In which lines of the data does the string "feDisplacementMap" appear? Copy every one.

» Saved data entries
= = = =

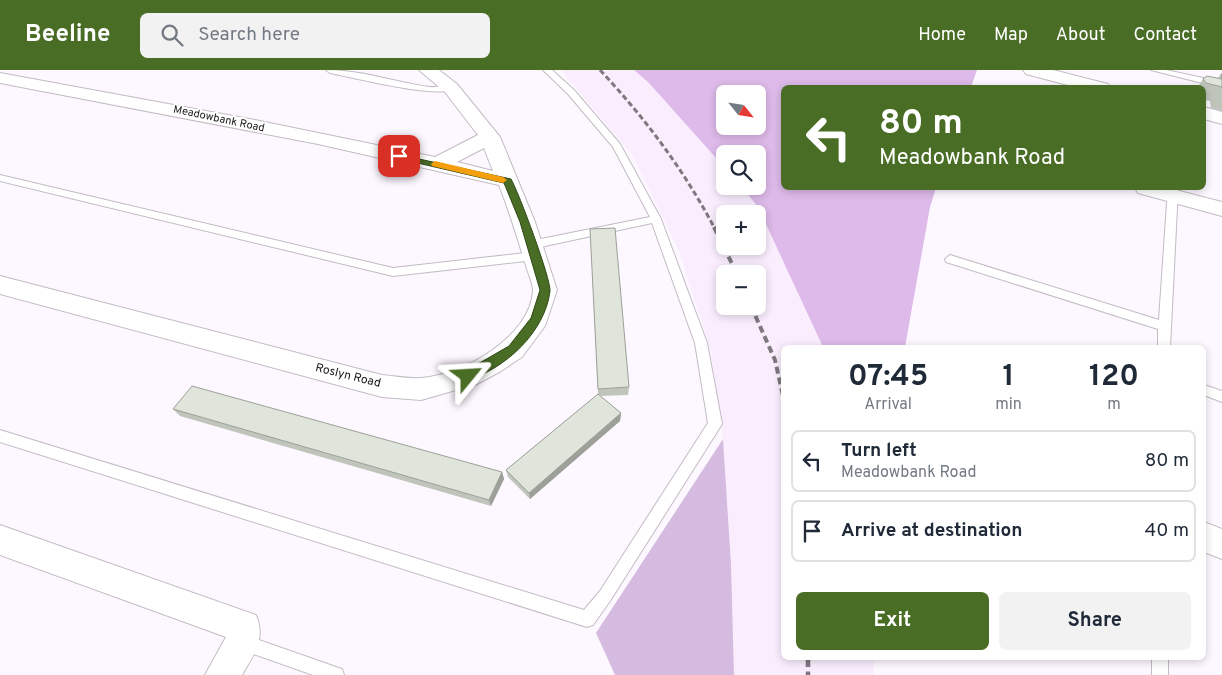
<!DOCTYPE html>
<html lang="en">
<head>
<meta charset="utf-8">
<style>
	body { margin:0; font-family:Overpass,sans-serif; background:#f2f2f3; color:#1f2937; height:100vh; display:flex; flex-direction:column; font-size:19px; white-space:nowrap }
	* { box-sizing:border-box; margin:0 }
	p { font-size:16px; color:#747a83 }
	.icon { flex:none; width:28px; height:28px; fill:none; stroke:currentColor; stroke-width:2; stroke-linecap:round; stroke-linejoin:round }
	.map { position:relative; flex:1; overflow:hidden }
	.details { position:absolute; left:781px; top:275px; width:425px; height:315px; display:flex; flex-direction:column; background:#fff; border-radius:8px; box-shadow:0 2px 8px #0003 }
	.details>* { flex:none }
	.guide { position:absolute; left:781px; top:15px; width:425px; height:105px; border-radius:8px; box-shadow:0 2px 8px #0003; background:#4a6d25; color:#fff; overflow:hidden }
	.needle { width:32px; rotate:120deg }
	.buttons { position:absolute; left:716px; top:15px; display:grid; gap:10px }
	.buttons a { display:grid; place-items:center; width:50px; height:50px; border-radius:8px; background:#fff; box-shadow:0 2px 8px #0003; font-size:25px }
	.pin { position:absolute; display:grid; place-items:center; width:42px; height:42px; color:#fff; margin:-21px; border-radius:10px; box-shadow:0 2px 8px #0006 }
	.me { position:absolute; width:55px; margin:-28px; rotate:63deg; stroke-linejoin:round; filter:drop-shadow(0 0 4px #0008) }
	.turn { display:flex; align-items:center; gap:18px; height:105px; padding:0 15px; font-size:22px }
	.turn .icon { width:65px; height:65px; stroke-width:2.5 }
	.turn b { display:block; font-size:35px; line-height:42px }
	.eta { display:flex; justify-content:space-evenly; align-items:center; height:85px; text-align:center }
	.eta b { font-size:30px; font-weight:700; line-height:35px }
	.button { display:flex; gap:10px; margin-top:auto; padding:10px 15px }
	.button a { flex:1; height:58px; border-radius:8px; background:#4a6d25; color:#fff; font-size:20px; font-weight:700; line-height:58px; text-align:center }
	.button a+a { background:#f2f2f3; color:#1f2937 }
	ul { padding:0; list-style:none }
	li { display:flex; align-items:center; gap:15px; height:62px; margin:0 10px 8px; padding:0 5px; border:2px solid #e0e1e3; border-radius:8px }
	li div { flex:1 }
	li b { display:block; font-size:19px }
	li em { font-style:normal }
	header { display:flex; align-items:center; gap:30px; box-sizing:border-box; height:70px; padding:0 25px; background:#4a6d25; color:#fff }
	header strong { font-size:24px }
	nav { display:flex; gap:28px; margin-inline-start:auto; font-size:18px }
	.search { width:350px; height:45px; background:#f2f2f3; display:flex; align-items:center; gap:12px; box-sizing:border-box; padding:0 18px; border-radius:8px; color:#747a83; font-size:19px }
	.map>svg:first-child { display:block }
</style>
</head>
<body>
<header>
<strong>Beeline</strong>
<div class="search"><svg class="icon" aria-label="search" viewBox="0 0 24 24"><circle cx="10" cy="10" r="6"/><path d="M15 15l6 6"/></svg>Search here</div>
<nav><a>Home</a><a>Map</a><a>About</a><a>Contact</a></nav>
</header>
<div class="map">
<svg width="1222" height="605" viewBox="0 0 1222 605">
	<rect width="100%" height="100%" fill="#fdf7ff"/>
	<!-- built -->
	<path fill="#faeefe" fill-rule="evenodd" d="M561,0h73l14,12 77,86v18h16l17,21 65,140 -39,1v310h91l-2,17h-139l-3,-111 -8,-125 -13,-91 -31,-97 -46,-95zM725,144h33v32h-33zM725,204h33v32h-33z"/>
	<!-- green -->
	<path fill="#d5bbdf" d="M723,369l8,125 3,111h-119l-19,-42z"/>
	<!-- forest -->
	<path fill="#ddbae9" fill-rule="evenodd" d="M634,0h343l-6,17 -187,1v100h152l-6,19 -25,140h-82l-65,-140 -17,-21h17v-32h-33v14l-77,-86zM725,24h33v32h-33z"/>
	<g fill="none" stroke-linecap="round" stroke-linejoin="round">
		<defs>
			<path id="lane" d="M326,0c35,0 69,12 103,17 9,1 20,-4 26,1 -15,12 -103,-11 -125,-15z
				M543,0h9l22,20 46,54 41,75 46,124 15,81 -112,177 -17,24 -6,2 -587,-185v-12l584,180 16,-19 108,-168 -13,-80 -43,-120 -121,26 -5,-4 5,-4 119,-24 -37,-70 -45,-53z
				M1151,0h15l56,12v6z
				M0,105l393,93 141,-16 5,4 -5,4 -141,16 -393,-95z
				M1168,118h10l-8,160h-12v-19l-212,-67 -1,-3 5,-4 209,65z
				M1204,315l18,6v11l-18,-7z
				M242,564l94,33 6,2 2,6h-31l-71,-25 -6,-2 -2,-6 2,-6z
				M1152,588h16v17h-16z"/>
			<path id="street" d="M419,0h20l18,14 43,53 35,85 22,68 -12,36 -23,31 -21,14 -24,13 -56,16 -39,-3 -382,-103v-18l382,99c12,1 26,4 38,3 42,-2 110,-41 113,-87 0,-7 -4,-16 -6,-22 -9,-29 -17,-56 -28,-84l-181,-41 -318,-61v-10l255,47 180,37 43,-22 -33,-43zM484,78l9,23 -36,-9z
				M1023,0h30l55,14 3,4h-32l-53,-14z
				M1204,37l18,5v12l-18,-5z
				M1135,118h33l54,14v14l-84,-23z
				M1204,452l18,7v30l-18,-7z
				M0,455l256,90c10,24 -2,39 -14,60h-37l21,-38 -226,-82z"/>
		</defs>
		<!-- lane casing -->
		<use href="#lane" stroke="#c2bbc4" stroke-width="2"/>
		<!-- street casing -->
		<use href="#street" stroke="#c2bbc4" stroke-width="2"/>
		<!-- lane -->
		<use href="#lane" fill="#fff" fill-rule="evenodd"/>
		<!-- street -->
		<use href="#street" fill="#fff" fill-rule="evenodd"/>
		<!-- rail-far2 -->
		<path stroke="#7d797e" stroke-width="3" stroke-dasharray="5.5 3" stroke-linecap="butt" d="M600,0c45,48 84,100 115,159"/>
		<!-- rail-far1 -->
		<path stroke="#7d797e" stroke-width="4" stroke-dasharray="7 4" stroke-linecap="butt" d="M714,157l23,47
			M751,236l24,54 9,40"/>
		<!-- rail -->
		<path stroke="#7d797e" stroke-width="4.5" stroke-dasharray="9 4.5" stroke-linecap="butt" d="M808,588v17"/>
	</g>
	<!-- wall -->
	<path fill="#c0c5bc" d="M1221,4h1v37l-11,-3 -1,-7 -6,-1v-12h-7l6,-9 15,-1z
		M590,159l39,158 -1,8 -28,1 21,17 -1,8 -90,78 -22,-22 -2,-7 92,-76z
		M173,339l329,63 2,7 -13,27 -311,-90z"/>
	<!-- shaded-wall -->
	<path fill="#9ca099" d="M621,343l-1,8 -90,78 -1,-6z
		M502,402l2,7 -13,27 -2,-6z"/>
	<!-- building -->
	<path fill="#dfe5db" stroke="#9ca099" d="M1221,4h1v14v-1l-16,-4 -3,-4 4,-3 15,3z
		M615,158l14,159 -31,2 -8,-160z
		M192,316l310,86 -13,28 -316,-91z
		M598,324l23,19 -92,80 -23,-23z"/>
	<!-- route -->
	<path fill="#4a6d25" stroke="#304718" d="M396,84l115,25c8,14 40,100 39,112 -5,41 -44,77 -82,89l-4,-1v-7l45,-26 22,-28 9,-28 -20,-68 -16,-39 -108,-25z"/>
	<!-- slow -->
	<path fill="#f59e0b" d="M435,91l68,16 4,3 -4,3 -71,-17 -1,-2z"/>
	<g text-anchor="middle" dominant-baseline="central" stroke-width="4" stroke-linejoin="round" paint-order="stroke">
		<!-- far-street labels -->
		<g font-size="11" fill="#171518" stroke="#fff">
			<text transform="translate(219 49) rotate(12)">Meadowbank Road</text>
		</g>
		<!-- street labels -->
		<g font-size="12" fill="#171518" stroke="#fff">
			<text transform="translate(348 306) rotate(14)">Roslyn Road</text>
		</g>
	</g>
</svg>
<div class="buttons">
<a><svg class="needle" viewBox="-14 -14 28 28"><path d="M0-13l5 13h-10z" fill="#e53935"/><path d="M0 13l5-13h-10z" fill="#747a83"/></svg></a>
<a><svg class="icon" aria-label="search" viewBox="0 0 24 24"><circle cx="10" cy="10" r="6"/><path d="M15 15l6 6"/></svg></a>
<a>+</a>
<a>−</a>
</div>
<div class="pin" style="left:399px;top:86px;background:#d93025"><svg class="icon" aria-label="arrive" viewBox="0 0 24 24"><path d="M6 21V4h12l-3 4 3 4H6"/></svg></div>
<svg class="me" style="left:468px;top:306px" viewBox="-20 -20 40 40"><path d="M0-17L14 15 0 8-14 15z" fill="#4a6d25" stroke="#fff" stroke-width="4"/></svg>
<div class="guide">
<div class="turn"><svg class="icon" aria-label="left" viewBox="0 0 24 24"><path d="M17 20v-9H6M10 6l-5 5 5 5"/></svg><div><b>80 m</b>Meadowbank Road</div></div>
</div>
<section class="details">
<div class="eta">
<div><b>07:45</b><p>Arrival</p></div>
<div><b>1</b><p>min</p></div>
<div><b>120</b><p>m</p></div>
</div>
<ul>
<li><svg class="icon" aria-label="left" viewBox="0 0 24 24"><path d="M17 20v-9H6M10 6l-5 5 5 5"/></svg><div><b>Turn left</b><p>Meadowbank Road</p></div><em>80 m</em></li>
<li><svg class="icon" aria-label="arrive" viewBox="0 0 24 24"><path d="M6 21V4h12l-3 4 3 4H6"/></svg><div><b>Arrive at destination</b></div><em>40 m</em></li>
</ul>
<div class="button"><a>Exit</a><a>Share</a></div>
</section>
</div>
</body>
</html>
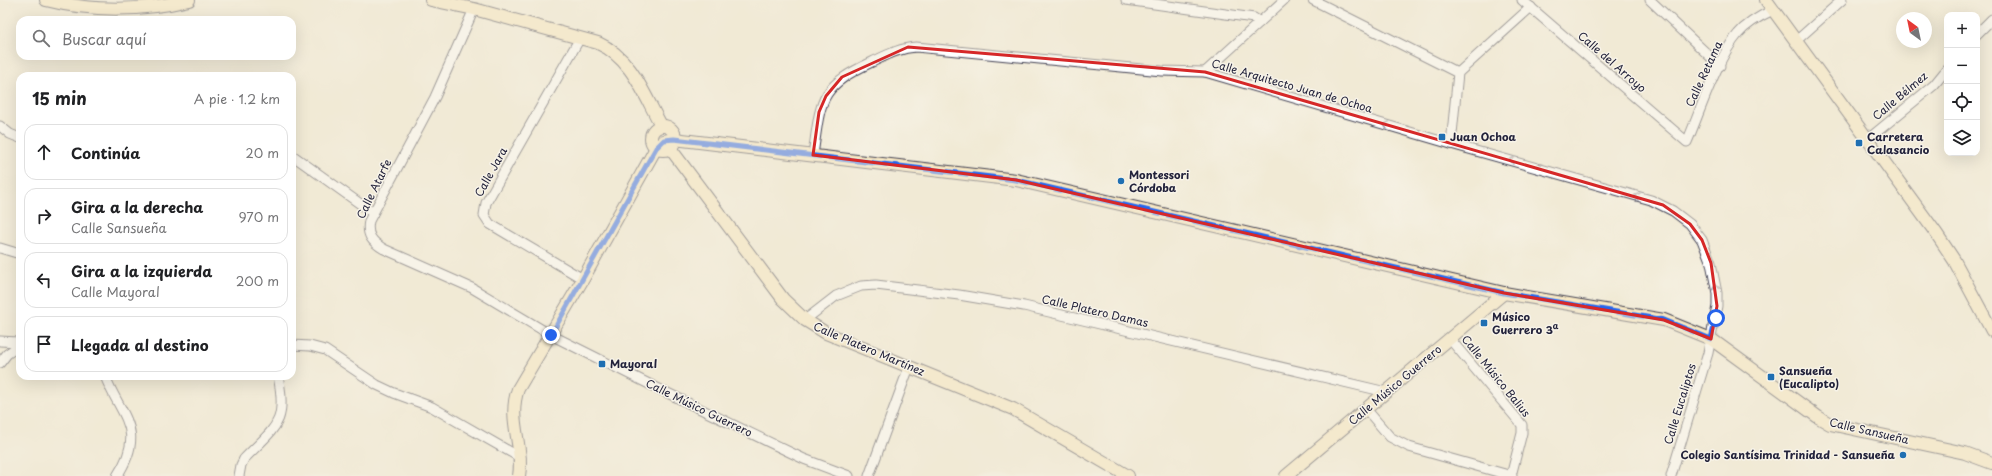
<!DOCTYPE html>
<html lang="es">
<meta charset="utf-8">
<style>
body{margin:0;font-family:"Playpen Sans",sans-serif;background:#f2f2f2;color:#202124}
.controls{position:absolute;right:12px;top:12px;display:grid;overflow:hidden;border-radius:8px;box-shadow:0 4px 16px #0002}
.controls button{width:36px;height:36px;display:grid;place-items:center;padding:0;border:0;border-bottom:1px solid #e0e0e0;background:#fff;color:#202124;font:20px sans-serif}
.compass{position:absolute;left:1896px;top:12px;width:36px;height:36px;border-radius:50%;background:#fff;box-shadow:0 4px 16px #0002;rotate:327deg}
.stop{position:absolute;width:12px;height:12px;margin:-9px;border:3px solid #2563eb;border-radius:50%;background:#fff}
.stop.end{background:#2563eb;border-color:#fff;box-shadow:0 1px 4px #0008}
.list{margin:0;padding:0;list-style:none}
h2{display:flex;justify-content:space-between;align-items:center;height:52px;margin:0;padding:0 16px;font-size:17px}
h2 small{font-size:13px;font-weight:400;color:#757577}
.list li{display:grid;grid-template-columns:26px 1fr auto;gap:12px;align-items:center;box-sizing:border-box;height:56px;margin:0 8px 8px;padding:0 8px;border:1px solid #e0e0e0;border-radius:12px}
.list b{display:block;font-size:15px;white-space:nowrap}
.list p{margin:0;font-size:13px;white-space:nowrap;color:#757577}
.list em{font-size:13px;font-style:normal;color:#757577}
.icon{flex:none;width:22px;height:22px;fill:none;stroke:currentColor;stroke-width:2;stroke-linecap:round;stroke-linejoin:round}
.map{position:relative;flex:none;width:1992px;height:476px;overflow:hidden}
.search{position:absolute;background:#fff;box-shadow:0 4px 16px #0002;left:16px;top:16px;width:280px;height:44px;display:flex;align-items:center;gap:10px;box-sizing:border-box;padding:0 14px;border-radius:12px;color:#757577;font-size:15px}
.panel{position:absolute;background:#fff;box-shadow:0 4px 16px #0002;left:16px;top:72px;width:280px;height:308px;border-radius:12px}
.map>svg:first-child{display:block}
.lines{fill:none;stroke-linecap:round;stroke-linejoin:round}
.street-casing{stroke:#414052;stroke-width:11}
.secondary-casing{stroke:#414052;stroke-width:14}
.street{stroke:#fff;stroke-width:9}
.secondary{stroke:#f8e8c3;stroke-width:12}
.oneway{stroke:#9c9ca7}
.route{stroke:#2563eb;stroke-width:5}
.marked{fill:none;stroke:#d62828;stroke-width:3;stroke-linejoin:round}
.poi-dot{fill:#1f6fb2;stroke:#f7f3e8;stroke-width:1.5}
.labels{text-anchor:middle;stroke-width:3;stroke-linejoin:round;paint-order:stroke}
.street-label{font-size:11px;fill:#22223b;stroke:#f7f3e8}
.poi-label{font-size:11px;font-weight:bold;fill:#22223b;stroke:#f7f3e8;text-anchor:start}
</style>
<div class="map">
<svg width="1992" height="476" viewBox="0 0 1992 476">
<rect width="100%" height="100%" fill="#f7f3e8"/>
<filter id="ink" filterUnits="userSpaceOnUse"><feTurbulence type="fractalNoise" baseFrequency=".025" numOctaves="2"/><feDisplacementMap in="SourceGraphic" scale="8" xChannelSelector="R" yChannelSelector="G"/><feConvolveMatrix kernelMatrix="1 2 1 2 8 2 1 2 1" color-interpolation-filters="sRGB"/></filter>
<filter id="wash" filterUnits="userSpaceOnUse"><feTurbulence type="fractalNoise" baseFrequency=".012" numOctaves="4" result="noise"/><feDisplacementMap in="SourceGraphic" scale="16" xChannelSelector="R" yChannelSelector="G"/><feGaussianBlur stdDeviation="0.9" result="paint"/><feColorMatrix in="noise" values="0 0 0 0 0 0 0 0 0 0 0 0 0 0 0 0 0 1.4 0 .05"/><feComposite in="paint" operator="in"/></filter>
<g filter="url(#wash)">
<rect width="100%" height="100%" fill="#f1ead5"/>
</g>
<g filter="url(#ink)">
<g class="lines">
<g class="street-casing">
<g id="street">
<path d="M 1126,0 L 1254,18 L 1260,22"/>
<path d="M 1313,0 L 1458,73"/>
<path d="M 1522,0 L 1687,142 C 1700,112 1717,58 1738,34 C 1747,23 1760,16 1773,10"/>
<path d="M 1650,0 L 1720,66"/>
<path d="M 474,9 L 435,97 L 369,221 C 366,235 372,242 384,249 L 472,288 L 551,335 L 653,386 L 804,459 L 849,476"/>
<path d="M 1977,34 L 1992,19"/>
<path d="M 580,38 L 486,203 L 484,215 L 490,224 L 583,279"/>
<path d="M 1796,41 L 1842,0"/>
<path d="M 1205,72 L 1284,0"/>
<path d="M 0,126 L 10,134 L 20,138"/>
<path d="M 1867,140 L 1934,85 L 1947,69"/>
<path d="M 1451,144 L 1458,73 L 1531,7"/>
<path d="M 292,155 L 373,213"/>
<path d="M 813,155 C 821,100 818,87 872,62 C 887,55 900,48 916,47 L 1162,71 L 1205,72 L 1451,144 L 1651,200 L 1673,211 L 1690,224 L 1702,240 L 1711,263 L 1717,293 L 1717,306 L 1708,353 L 1671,476"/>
<path d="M 0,248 L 20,254"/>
<path d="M 805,320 L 836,296 L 861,286 L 876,285 L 959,295 L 1024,306 L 1386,392"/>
<path d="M 1450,339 L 1522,425 L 1522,433 L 1511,476"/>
<path d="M 0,341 L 18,342 L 20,345"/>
<path d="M 292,345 L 310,346 L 325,350 L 377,385 L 394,393 L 432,407 L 521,458"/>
<path d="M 0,363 L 7,354 L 20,345"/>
<path d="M 105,376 C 121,417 147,430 117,476"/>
<path d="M 1366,409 L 1390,437 L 1409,447 L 1512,476"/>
<path d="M 239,476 L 241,465 L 244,459 C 275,427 288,424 278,376"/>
<path d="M 869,476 L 909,367"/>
</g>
</g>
<g class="secondary-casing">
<g id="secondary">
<path d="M 46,0 C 92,12 144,11 189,0"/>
<path d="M 431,0 L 474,9 L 598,43 C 632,58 644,95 661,125"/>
<path d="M 1766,0 L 1936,233 L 1954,260 L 1992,331"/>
<circle cx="663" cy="138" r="12"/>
<path d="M 670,148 L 783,299 L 805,320 L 826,333 L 1013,409 L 1128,476"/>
<path d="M 519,476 C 524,445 507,420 518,389 L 583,279 L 656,148 L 664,141 L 674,139 L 1016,180 L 1504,293 L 1664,320 L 1711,339 L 1818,417 L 1830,424 L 1965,453 L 1992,463"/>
<path d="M 1286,476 L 1504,293"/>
</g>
</g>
<use href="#street" class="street"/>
<use href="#secondary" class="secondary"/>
</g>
<defs><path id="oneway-chevron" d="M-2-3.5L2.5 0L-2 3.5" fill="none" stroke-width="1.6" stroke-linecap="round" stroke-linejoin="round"/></defs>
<g class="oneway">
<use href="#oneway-chevron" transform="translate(1386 125) rotate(-164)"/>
<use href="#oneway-chevron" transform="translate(1512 160) rotate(-165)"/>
<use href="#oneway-chevron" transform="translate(1637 196) rotate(-164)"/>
<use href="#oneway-chevron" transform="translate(1716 287) rotate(-100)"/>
</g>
</g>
<g class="lines" filter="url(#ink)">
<path class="route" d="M 551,335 L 656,148 L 664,140 L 674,139 L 1016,180 L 1504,293 L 1664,320 L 1711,339 L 1716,318"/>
</g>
<path d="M0 0H1992V476H0ZM 908,47 L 1205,72 L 1663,205 L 1690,224 L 1702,240 L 1711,263 L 1717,306 L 1711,339 L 1664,320 L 1504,293 L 1016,180 L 813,155 L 819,112 L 826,96 L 842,77 Z" fill="#f1ead5" fill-opacity=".55" fill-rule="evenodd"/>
<path class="marked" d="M 908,47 L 1205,72 L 1663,205 L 1690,224 L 1702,240 L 1711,263 L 1717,306 L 1711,339 L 1664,320 L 1504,293 L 1016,180 L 813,155 L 819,112 L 826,96 L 842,77 Z"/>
<g class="poi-dot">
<rect x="1438" y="133" width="8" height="8" rx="2"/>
<rect x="1855" y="139" width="8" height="8" rx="2"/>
<circle cx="1121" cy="181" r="4"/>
<rect x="1480" y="319" width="8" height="8" rx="2"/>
<rect x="598" y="360" width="8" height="8" rx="2"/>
<rect x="1767" y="373" width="8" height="8" rx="2"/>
<circle cx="1903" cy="455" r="4"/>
</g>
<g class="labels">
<g class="street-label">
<text transform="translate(1612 62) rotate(41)" y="4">Calle del Arroyo</text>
<text transform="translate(1704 74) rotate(-65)" y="4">Calle Retama</text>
<text transform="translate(1292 86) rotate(16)" y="4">Calle Arquitecto Juan de Ochoa</text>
<text transform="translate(1900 96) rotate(-40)" y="4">Calle Bélmez</text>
<text transform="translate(491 172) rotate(-61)" y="4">Calle Jara</text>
<text transform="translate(374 189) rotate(-64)" y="4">Calle Atarfe</text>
<text transform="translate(1095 311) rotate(13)" y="4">Calle Platero Damas</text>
<text transform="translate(869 349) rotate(23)" y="4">Calle Platero Martínez</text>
<text transform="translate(1496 376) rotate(51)" y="4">Calle Músico Balius</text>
<text transform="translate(1395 385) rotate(-40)" y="4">Calle Músico Guerrero</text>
<text transform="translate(1680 404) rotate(-73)" y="4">Calle Eucaliptos</text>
<text transform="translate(699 408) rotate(26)" y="4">Calle Músico Guerrero</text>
<text transform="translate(1869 431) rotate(13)" y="4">Calle Sansueña</text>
</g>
<g class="poi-label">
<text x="1450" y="141">Juan Ochoa</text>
<text x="1867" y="141">Carretera<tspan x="1867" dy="13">Calasancio</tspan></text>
<text x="1129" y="179">Montessori<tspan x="1129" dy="13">Córdoba</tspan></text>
<text x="1492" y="321">Músico<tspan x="1492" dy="13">Guerrero 3ª</tspan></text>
<text x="610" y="368">Mayoral</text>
<text x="1779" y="375">Sansueña<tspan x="1779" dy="13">(Eucalipto)</tspan></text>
<text x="1895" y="459" text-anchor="end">Colegio Santísima Trinidad - Sansueña</text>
</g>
</g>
</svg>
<div class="controls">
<button>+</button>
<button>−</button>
<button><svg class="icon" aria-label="locate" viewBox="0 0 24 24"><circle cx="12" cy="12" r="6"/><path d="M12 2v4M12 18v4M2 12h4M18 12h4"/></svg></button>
<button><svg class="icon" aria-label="layers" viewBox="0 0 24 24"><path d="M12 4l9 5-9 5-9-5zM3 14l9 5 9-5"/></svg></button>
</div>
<svg class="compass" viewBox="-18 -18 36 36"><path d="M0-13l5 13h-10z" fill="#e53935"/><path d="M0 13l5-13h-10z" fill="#757577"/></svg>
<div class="stop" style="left:1716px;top:318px"></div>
<div class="stop end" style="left:551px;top:335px"></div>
<div class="search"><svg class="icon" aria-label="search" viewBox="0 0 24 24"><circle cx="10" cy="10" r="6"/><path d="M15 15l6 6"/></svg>Buscar aquí</div>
<section class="panel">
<h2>15 min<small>A pie · 1.2 km</small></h2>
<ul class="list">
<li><svg class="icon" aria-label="ahead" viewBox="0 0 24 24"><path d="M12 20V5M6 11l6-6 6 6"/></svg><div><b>Continúa</b></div><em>20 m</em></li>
<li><svg class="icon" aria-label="right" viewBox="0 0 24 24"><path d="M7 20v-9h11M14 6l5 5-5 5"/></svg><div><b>Gira a la derecha</b><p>Calle Sansueña</p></div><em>970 m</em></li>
<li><svg class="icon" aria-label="left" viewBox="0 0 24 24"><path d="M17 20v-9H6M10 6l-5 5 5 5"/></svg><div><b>Gira a la izquierda</b><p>Calle Mayoral</p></div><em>200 m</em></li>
<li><svg class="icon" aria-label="arrive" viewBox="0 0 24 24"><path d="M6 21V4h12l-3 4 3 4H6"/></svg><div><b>Llegada al destino</b></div></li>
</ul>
</section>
</div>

= = = =

» Response below
<filter id="ink" filterUnits="userSpaceOnUse"><feTurbulence type="fractalNoise" baseFrequency=".025" numOctaves="2"/><feDisplacementMap in="SourceGraphic" scale="8" xChannelSelector="R" yChannelSelector="G"/><feConvolveMatrix kernelMatrix="1 2 1 2 8 2 1 2 1" color-interpolation-filters="sRGB"/></filter>
<filter id="wash" filterUnits="userSpaceOnUse"><feTurbulence type="fractalNoise" baseFrequency=".012" numOctaves="4" result="noise"/><feDisplacementMap in="SourceGraphic" scale="16" xChannelSelector="R" yChannelSelector="G"/><feGaussianBlur stdDeviation="0.9" result="paint"/><feColorMatrix in="noise" values="0 0 0 0 0 0 0 0 0 0 0 0 0 0 0 0 0 1.4 0 .05"/><feComposite in="paint" operator="in"/></filter>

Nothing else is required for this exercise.